Ograniczmy się jednak na wszelki wypadek do tych życzeń, których spełnienie zależy od nas samych. Od tego, czy potrafimy przekroczyć próg niemożności, czy też nadal będziemy zajmować miejsca w ogonie rankingów informujących o kondycji kraju na różnych polach. Tym, którzy sądzą, że po wejściu do Europy zostaniemy "zglajchszaltowani", wypada przypomnieć, że w unii nadal będziemy żyć na własną rękę, mając jedynie większe pole manewru, wymagające solidnej wiedzy, a nie małego sprytu. Jesteśmy niekonkurencyjni, a za to nieźle skorumpowani. Nasze prawo i administracja są kiepskie, stopa inwestycji za niska, z kolei stopa redystrybucji za wysoka. Bariery biurokratyczne rosną, a nie maleją. Usłyszałem niedawno w telewizji, że jakiś przedsiębiorca musiał uzyskać ponad 100 (słownie: sto) pieczątek, by zacząć legalnie działać.
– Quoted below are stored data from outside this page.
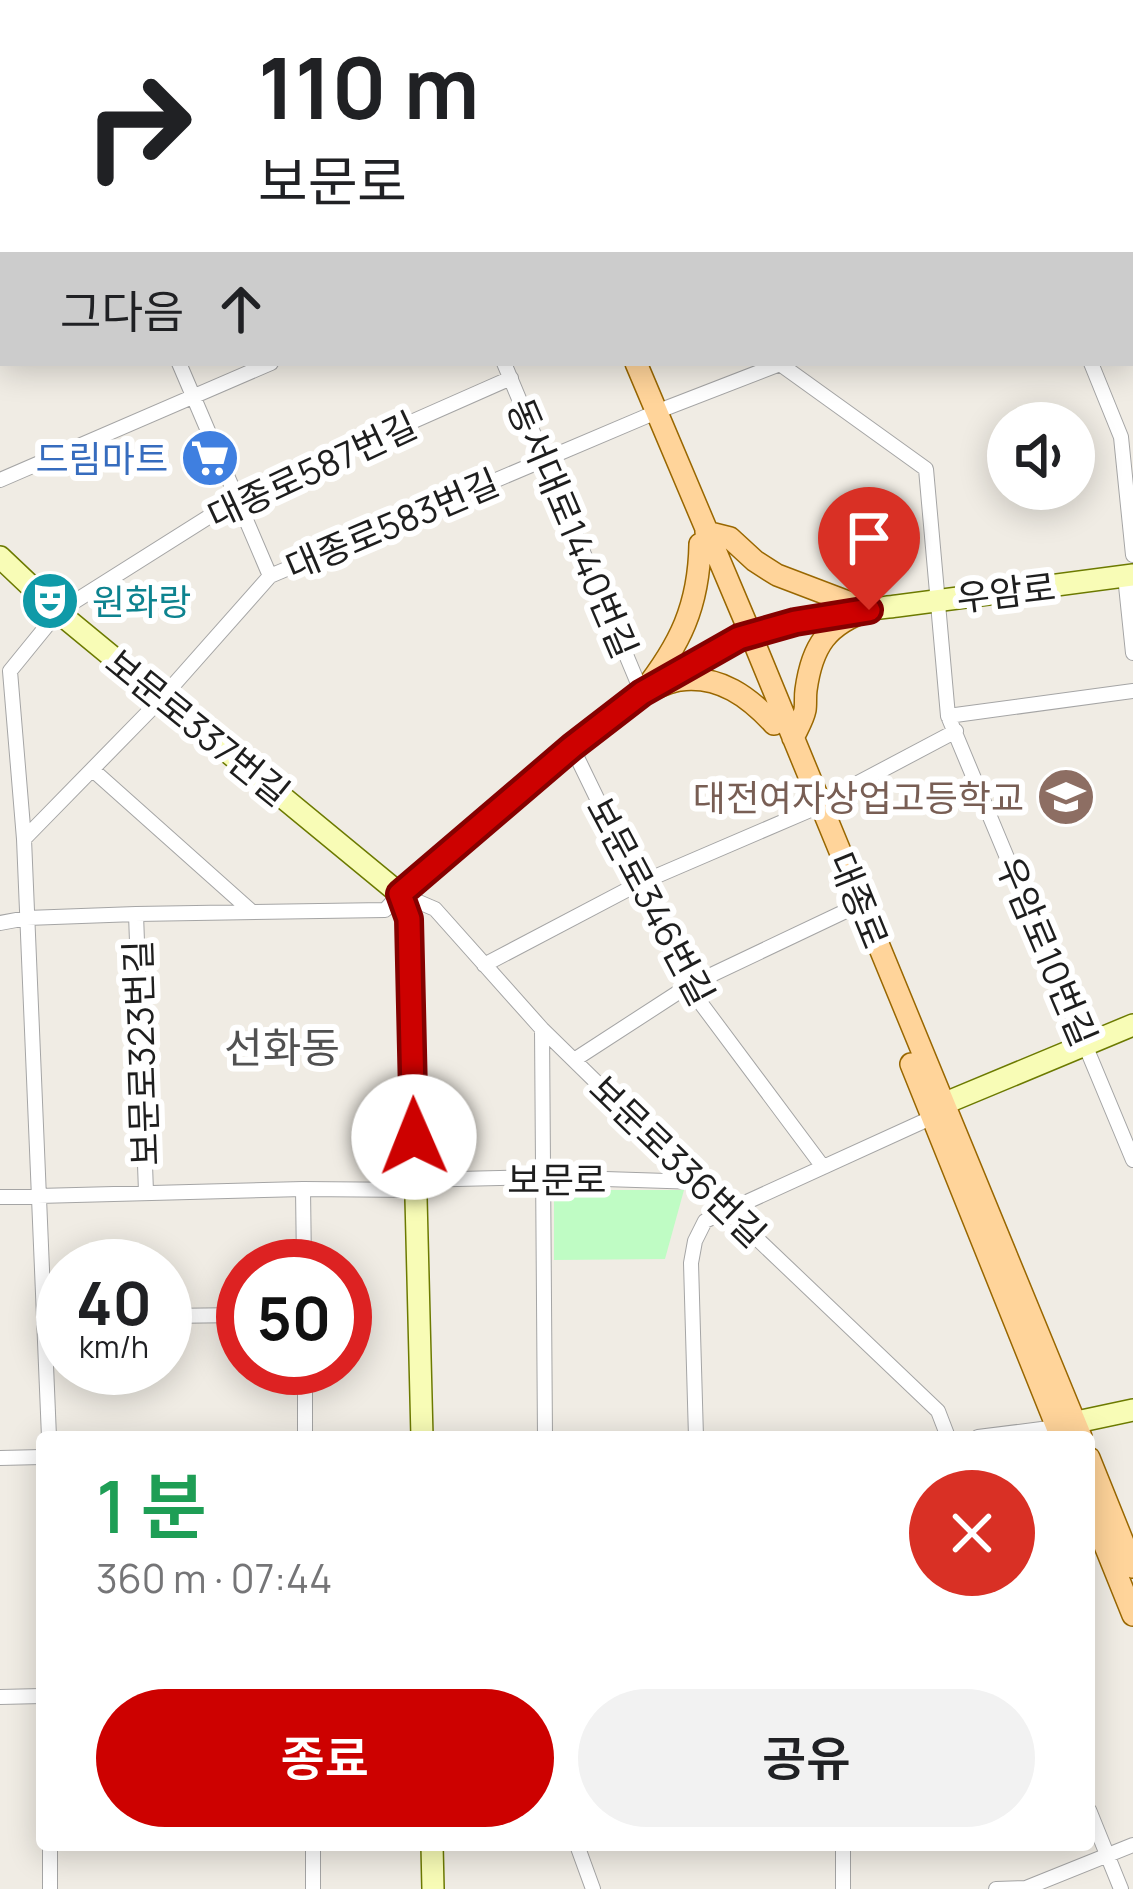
<!DOCTYPE html>
<html lang="ko">
<meta charset="utf-8">
<style>
:root{--surface:#fff;--page:#f2f2f2;--text:#202124;--muted:#757577;--accent:#cd0100}
body{margin:0;font-family:Manrope,"Noto Sans KR",sans-serif;background:var(--page);color:var(--text);height:100vh;display:flex;flex-direction:column;font-size:45px;white-space:nowrap}
*{box-sizing:border-box;margin:0}
p{font-size:39px;color:var(--muted)}
.icon{flex:none;width:66px;height:66px;fill:none;stroke:currentColor;stroke-width:2;stroke-linecap:round;stroke-linejoin:round}
.map{position:relative;flex:1;overflow:hidden}
.sheet{position:absolute;left:36px;top:1431px;width:1059px;height:420px;display:flex;flex-direction:column;background:var(--surface);border-radius:12px;box-shadow:0 6px 30px #0003}
.sheet>*{flex:none}
.hud{position:absolute;left:0px;top:0px;width:1134px;height:366px;box-shadow:0 6px 30px #0003;background:#fff;color:var(--text);overflow:hidden}
.fabs{position:absolute;left:987px;top:402px;display:grid;gap:24px}
.fabs a{display:grid;place-items:center;width:108px;height:108px;border-radius:50%;background:var(--surface);box-shadow:0 6px 30px #0003;font-size:60px}
.speed{position:absolute;left:36px;top:1239px;display:flex;gap:24px;font-size:60px;font-weight:700;text-align:center}
.speed>*{display:grid;place-content:center;width:156px;height:156px;border-radius:50%;background:var(--surface);box-shadow:0 6px 30px #0003;line-height:1}
.speed small{font-size:30px;font-weight:400}
.speed .limit{border:18px solid #d22;background:#fff;color:#111}
.pin{position:absolute;display:grid;place-items:center;width:102px;height:102px;color:#fff;margin:-123px -51px;border-radius:50% 50% 50% 0;rotate:-45deg;box-shadow:0 0 12px #0007}
.pin .icon{rotate:45deg}
.me{position:absolute;width:132px;margin:-66px;rotate:359deg;stroke-linejoin:round;filter:drop-shadow(0 0 9px #0008)}
.turn{display:flex;align-items:center;gap:42px;height:252px;padding:0 60px;font-size:54px}
.turn .icon{width:156px;height:156px;stroke-width:2.5}
.turn b{display:block;font-size:84px;line-height:102px}
.then{display:flex;align-items:center;height:114px;padding:0 60px;background:#0003;gap:24px;font-size:45px}
.round{display:grid;place-items:center;flex:none;width:126px;height:126px;border-radius:63px;background:var(--page)}
.head{display:flex;align-items:center;justify-content:space-between;height:204px;padding:0 60px}
h1{font-size:72px;font-weight:600;line-height:90px;color:#1e9e55}
.action{display:flex;gap:24px;margin-top:auto;padding:24px 60px}
.action a{flex:1;height:138px;border-radius:72px;background:var(--accent);color:#fff;font-size:48px;font-weight:600;line-height:138px;text-align:center}
.action a+a{background:var(--page);color:var(--text)}
.map>svg:first-child{display:block}
.park{fill:#bffcc4}
.lines{fill:none;stroke-linecap:round;stroke-linejoin:round}
.street-casing{stroke:#a5a5a5;stroke-width:16}
.secondary-casing{stroke:#6c7a00;stroke-width:24}
.primary-casing{stroke:#996700;stroke-width:24}
.street{stroke:#fff;stroke-width:14}
.secondary{stroke:#f8fcb6;stroke-width:21}
.primary{stroke:#ffd49a;stroke-width:21}
.route-casing{stroke:#850100;stroke-width:30}
.route{stroke:#cd0100;stroke-width:21}
.labels{text-anchor:middle;dominant-baseline:central;stroke-width:12;stroke-linejoin:round;paint-order:stroke}
.shop-label{font-size:36px;fill:#366cbe;stroke:#fff;text-anchor:end}
.street-label{font-size:36px;fill:#1e1e1e;stroke:#fff}
.culture-label{font-size:36px;fill:#0d838f;stroke:#fff;text-anchor:start}
.education-label{font-size:36px;fill:#785e54;stroke:#fff;text-anchor:end}
.quarter-label{font-size:42px;fill:#515151;stroke:#fff}
</style>
<div class="map">
<svg width="1133" height="1889" viewBox="0 0 1133 1889">
<rect width="100%" height="100%" fill="#f0ece4"/>
<path class="park" d="M 684,1190 L 665,1259 L 554,1260 L 554,1190 Z"/>
<g class="lines">
<g class="street-casing">
<path id="street" d="M 119,0 L 120,3
M 353,0 L 354,3
M 947,0 L 948,3
M 223,3 L 231,0
M 583,3 L 591,0
M 1131,10 L 1133,10
M 0,30 L 3,31
M 0,94 L 3,94
M 0,246 L 3,244
M 179,363 L 270,576
M 504,363 L 642,693
M 1091,363 L 1121,437 L 1133,555
M 656,412 L 780,364 L 926,469 L 948,716 L 1133,1160
M 0,480 L 271,363
M 1125,576 L 1133,653
M 10,671 L 24,839 L 49,1437
M 10,671 L 58,612 L 237,499 L 511,378
M 948,716 L 1133,691
M 572,747 L 688,986 L 823,1167
M 94,771 L 251,911
M 820,803 L 956,731
M 24,839 L 162,698 L 270,576 L 647,416
M 136,914 L 146,1192
M 0,923 L 27,918 L 136,914 L 385,910 L 400,894 L 435,909 L 542,1029 L 727,1210 L 938,1411 L 948,1437
M 484,965 L 638,884 L 808,811
M 542,1029 L 545,1437
M 574,1060 L 688,986 L 848,910
M 415,1180 L 543,1177 L 698,1182
M 303,1189 L 304,1266
M 0,1197 L 303,1189 L 416,1190
M 165,1316 L 243,1315
M 44,1319 L 63,1319
M 305,1368 L 305,1437
M 696,1437 L 691,1263 L 695,1241 L 705,1221 L 933,1117
M 978,1437 L 1057,1427
M 0,1458 L 42,1457
M 0,1697 L 42,1696
M 1089,1810 L 1121,1889
M 313,1845 L 313,1889
M 577,1845 L 593,1889
M 843,1845 L 843,1889
M 50,1889 L 50,1845
M 996,1889 L 1026,1888 L 1133,1845"/>
</g>
<g class="secondary-casing">
<path id="secondary" d="M 0,557 L 58,612 L 400,894
M 400,894 C 506,803 609,700 736,640 C 779,619 849,612 897,606 C 975,596 1054,586 1133,575
M 400,894 L 409,919 L 422,1437
M 943,1104 L 1133,1025
M 1058,1426 L 1133,1410
M 432,1845 L 433,1889"/>
</g>
<g class="primary-casing">
<path id="primary" d="M 475,0 L 476,3
M 636,363 L 751,635 L 1081,1437
M 706,532 L 730,538 L 755,561 L 777,575 L 869,610
M 642,693 C 680,645 699,606 700,544
M 643,693 C 654,689 668,682 680,680 C 720,675 749,697 774,724
M 793,738 C 797,729 803,720 805,710 C 806,704 805,697 806,690 C 812,646 827,624 869,610
M 911,1064 L 1061,1437
M 1089,1458 L 1133,1567
M 1089,1506 L 1133,1615"/>
</g>
<use href="#street" class="street"/>
<use href="#secondary" class="secondary"/>
<use href="#primary" class="primary"/>
</g>
<g class="lines">
<g class="route-casing">
<path id="route" d="M 414,1137 L 409,919 L 400,894 L 572,747 L 642,693 L 739,638 L 795,622 L 869,610"/>
</g>
<use href="#route" class="route"/>
</g>
<defs>
<g id="supermarket-disc" transform="scale(3)"><circle r="9.5" fill="#3f7fe0" stroke="#fff"/><path d="M-6-5.5h2.5l.6 2H6L4.5 2H-2.5L-4.4-4H-6ZM-1.5 3.2a1.3 1.3 0 1 0 .1 0ZM3 3.2a1.3 1.3 0 1 0 .1 0Z" fill="#fff"/></g>
<g id="theatre-disc" transform="scale(3)"><circle r="9.5" fill="#0f9aa8" stroke="#fff"/><path d="M-5-5.5Q0-4 5-5.5V0Q5 5 0 6Q-5 5-5 0ZM-3.3-2.5H-1v1.5H-3.3ZM1-2.5H3.3v1.5H1ZM-2.8 1Q0 5.5 2.8 1Z" fill="#fff"/></g>
<g id="school-disc" transform="scale(3)"><circle r="9.5" fill="#8d6e63" stroke="#fff"/><path d="M0-5L7-2L0 1L-7-2ZM-4 1L0 2.5L4 1V4Q0 6-4 4Z" fill="#fff"/></g>
</defs>
<g fill-rule="evenodd">
<use href="#supermarket-disc" x="210" y="458"/>
<use href="#theatre-disc" x="50" y="601"/>
<use href="#school-disc" x="1066" y="797"/>
</g>
<g class="labels">
<g class="shop-label">
<text x="168" y="458">드림마트</text>
</g>
<g class="street-label">
<text transform="translate(312 470) rotate(-25)">대종로587번길</text>
<text transform="translate(392 524) rotate(-23)">대종로583번길</text>
<text transform="translate(573 528) rotate(67)">동서대로1440번길</text>
<text transform="translate(1006 592) rotate(-7)">우암로</text>
<text transform="translate(198 727) rotate(39)">보문로337번길</text>
<text transform="translate(859 900) rotate(68)">대종로</text>
<text transform="translate(651 901) rotate(62)">보문로346번길</text>
<text transform="translate(1047 951) rotate(67)">우암로10번길</text>
<text transform="translate(141 1053) rotate(-92)">보문로323번길</text>
<text transform="translate(678 1161) rotate(44)">보문로336번길</text>
<text x="557" y="1179">보문로</text>
</g>
<g class="culture-label">
<text x="92" y="601">원화랑</text>
</g>
<g class="education-label">
<text x="1024" y="797">대전여자상업고등학교</text>
</g>
<g class="quarter-label">
<text x="282" y="1047">선화동</text>
</g>
</g>
</svg>
<div class="fabs">
<a><svg class="icon" aria-label="sound" viewBox="0 0 24 24"><path d="M4 9h4l5-4v14l-5-4H4zM17 9q2 3 0 6"/></svg></a>
</div>
<div class="speed"><div>40<small>km/h</small></div><div class="limit">50</div></div>
<div class="pin" style="left:869px;top:610px;background:#d93025"><svg class="icon" aria-label="arrive" viewBox="0 0 24 24"><path d="M6 21V4h12l-3 4 3 4H6"/></svg></div>
<svg class="me" style="left:414px;top:1137px" viewBox="-20 -20 40 40"><circle r="19" fill="#fff"/><path d="M0-13L10 11 0 6-10 11z" fill="#cd0100"/></svg>
<div class="hud">
<div class="turn"><svg class="icon" aria-label="right" viewBox="0 0 24 24"><path d="M7 20v-9h11M14 6l5 5-5 5"/></svg><div><b>110 m</b>보문로</div></div>
<div class="then">그다음<svg class="icon" aria-label="ahead" viewBox="0 0 24 24"><path d="M12 20V5M6 11l6-6 6 6"/></svg></div>
</div>
<section class="sheet">
<div class="head"><div><h1>1 분</h1><p>360 m · 07:44</p></div><a class="round" style="background:#d93025;color:#fff"><svg class="icon" aria-label="close" viewBox="0 0 24 24"><path d="M6 6l12 12M18 6L6 18"/></svg></a></div>
<div class="action"><a>종료</a><a>공유</a></div>
</section>
</div>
Czego w tej sytuacji życzyć sobie u progu unii? Moja odpowiedź jest prosta. Życzę sobie likwidacji wszelkich taryf ulgowych, oszukujących i demoralizujących, dających przywileje jednym i nie dających ich drugim. Życzę sobie zerwania z trzecią drogą, na którą nie stać nawet bogatych, i konsekwentnego dokończenia transformacji ustrojowej. Powiedzmy sobie wreszcie zupełnie szczerze: dość chowania głowy w piasek i karmienia się iluzjami. Dość pokrywania gigantycznych strat sektora nierynkowego (w mieście i na wsi) w nadziei na jego rentowność w XXII wieku. Dość rujnowania trzecią drogą finansów publicznych, coraz bardziej obciążających, a nie wspomagających gospodarkę. Dość wszechobecnego i wszechwładnego centralizmu ukrytego za parawanem fatalnej reformy administracyjno-samorządowej. Dość połowiczności i niekonsekwencji w tworzeniu i egzekwowaniu prawa.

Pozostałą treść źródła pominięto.